Need advice on using R to clean up data - r

I have multiple same format csv files that I need to combine but before that
Header is not the first row but 4th row. Should I remove first 3 row by skip? Or should I reassign the header?
I need to add in a column which is the ID of the file (same as file name) before I combine.
Then I need to extract only 4 columns from a total of 7.
Sum up numbers under a category.
Combine all csv files into one.
This is what I have so far where I do Step 1, 3, 4 then only 2 to add in a column then 5, not sure if I should add in the ID column first or not?
files = list.files(pattern = "*.csv", full.names = TRUE)
library("tidyverse")
library("dplyr")
data = data.frame()
for (file in files){
temp <- read.csv(file, skip=3, header = TRUE)
colnames(temp) <- c("Volume", "Unit", "Category", "Surpass Object", "Time", "ID")
temp <- temp [, c("Volume", "Category", "Surpass Object")]
temp <- subset(temp, Category =="Surface")
mutate(id = file)
aggregate(temp$Volume, by=list(Category=temp$Category), FUN=sum)
}
And I got an error:
Error in is.data.frame(.data) :
argument ".data" is missing, with no default
The code is fine if I didn't put in the mutate line so I think the main problem comes from there but any advice will be appreciated.
I am quite new to R and really appreciate all the comments that I can get here.
Thanks in advance!

Since you appear to be trying to use dplyr, I'll stick with that theme.
library(dplyr)
library(purrr)
files = list.files(pattern = "*.csv", full.names = TRUE)
results <- map_dfr(setNames(nm = files), ~ read.csv(.x, skip=3, header=TRUE), .id = "filename") %>%
select(filename, Category, Volume, Surpass) %>% # no idea why you want Surpass
group_by(filename, Category) %>%
summarize(Volume = sum(Volume)) # Surpass is discarded here
Walk-through:
purrr::map_dfr iterates our function (read.csv(...)) over each of the inputs (each file in files) and row-concatenates it. Since we named the files with themselves (setNames(nm=files) is akin to names(files) <- files), we can use id="filename" which adds a "filename" column that reflects from which file each row was taken.
select(...) whatever four columns you said you needed. Frankly, since you're aggregating, we really only need c("filename", "Category", "Volume"), anything else and you likely have missed something in your explanation.
group_by(..) will allow us to get one row for each filename, each Category, where Volume is a sum (calculated in the next step, summarize).

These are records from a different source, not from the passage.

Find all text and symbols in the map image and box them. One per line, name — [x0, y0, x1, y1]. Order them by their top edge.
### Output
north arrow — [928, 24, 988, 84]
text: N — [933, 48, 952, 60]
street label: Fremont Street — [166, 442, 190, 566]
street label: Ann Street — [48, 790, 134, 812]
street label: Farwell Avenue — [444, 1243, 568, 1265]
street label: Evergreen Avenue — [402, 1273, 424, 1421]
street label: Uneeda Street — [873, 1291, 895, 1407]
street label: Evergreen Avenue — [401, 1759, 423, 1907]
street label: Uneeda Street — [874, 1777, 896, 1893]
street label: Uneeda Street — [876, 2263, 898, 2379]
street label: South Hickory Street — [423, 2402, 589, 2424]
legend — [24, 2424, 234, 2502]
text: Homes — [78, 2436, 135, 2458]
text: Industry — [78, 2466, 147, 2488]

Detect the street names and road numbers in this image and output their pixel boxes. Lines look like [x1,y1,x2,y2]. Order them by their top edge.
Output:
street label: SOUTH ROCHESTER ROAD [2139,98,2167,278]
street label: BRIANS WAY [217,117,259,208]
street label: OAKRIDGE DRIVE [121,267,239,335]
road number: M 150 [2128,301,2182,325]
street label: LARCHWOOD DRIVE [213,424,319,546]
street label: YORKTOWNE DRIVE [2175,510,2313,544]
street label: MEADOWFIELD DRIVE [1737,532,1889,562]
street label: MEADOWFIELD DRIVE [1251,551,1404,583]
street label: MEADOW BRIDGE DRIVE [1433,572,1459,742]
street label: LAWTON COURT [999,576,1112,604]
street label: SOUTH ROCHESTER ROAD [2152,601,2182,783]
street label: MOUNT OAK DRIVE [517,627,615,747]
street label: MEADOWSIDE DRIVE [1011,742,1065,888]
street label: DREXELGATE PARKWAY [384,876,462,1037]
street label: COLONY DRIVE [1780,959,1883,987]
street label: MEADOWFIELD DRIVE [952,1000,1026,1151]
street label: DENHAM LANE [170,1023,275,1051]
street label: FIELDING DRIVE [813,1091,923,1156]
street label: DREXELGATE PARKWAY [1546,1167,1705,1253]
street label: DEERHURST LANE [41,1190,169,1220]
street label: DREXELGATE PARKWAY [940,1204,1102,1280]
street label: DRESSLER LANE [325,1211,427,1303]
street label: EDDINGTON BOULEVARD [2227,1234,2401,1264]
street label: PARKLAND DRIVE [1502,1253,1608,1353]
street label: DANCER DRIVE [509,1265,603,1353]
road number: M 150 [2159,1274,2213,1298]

You can use read.csv(), but if there are many files, I suggest using the fread() from the data.table package. It is significantly faster. I used fread() here, but it will still work if you switch it out for read.csv(). fread() is more advanced, as well. You will find that even things like skip can sometimes be left out, and it will still be read correctly.
library(tidyverse)
library(data.table)
add_filename <- function(flnm){
fread(flnm, skip = 3) %>% # read file
mutate(id = basename(flnm)) # creates new col id w/ basename of the file
}
# single data frame all CSVs; id in first col
df <- list.files(pattern = "*.csv", full.names = TRUE) %>%
map_df(~add_filename) %>%
select(id, Volume, Category, `Surpass Object`)
I get the impression that you wanted to aggregate but keep the consolidated data frame, as well. If that's the case, you'll keep the aggregation separate from building the data frame.
df %>% # not assigned to a new object, so only shown in console
filter(Category == "Surface") %>% # filter for the category desired
{sum(.$Volume)} # sum the remaining values for volume
If you are not aware, the period in that last call is the data carried forward, so in this case, the filtered data. The simplest way (perhaps not the best way) to explain the {} is that sum() is not designed to handle data frames - therefore isn't inherently friendly with dplyr piping.
If you wanted the sum of volume for every category instead of only "Surface" that you had coded in your question, then you would use this instead:
df %>%
group_by(Category) %>%
summarise(sum(Volume))
Notice I used the British spelling of summarize here. The function summarize() is in a lot of packages. I have just found it easier to use the British spelling for this function whenever I want to make sure it's the dplyr function that I've called. (tidyverse accepts the American and British spelling for nearly all functions, I think.)

Related

How to check in R if the name of the list element contains "this text" in it and pass to the next element in a for loop?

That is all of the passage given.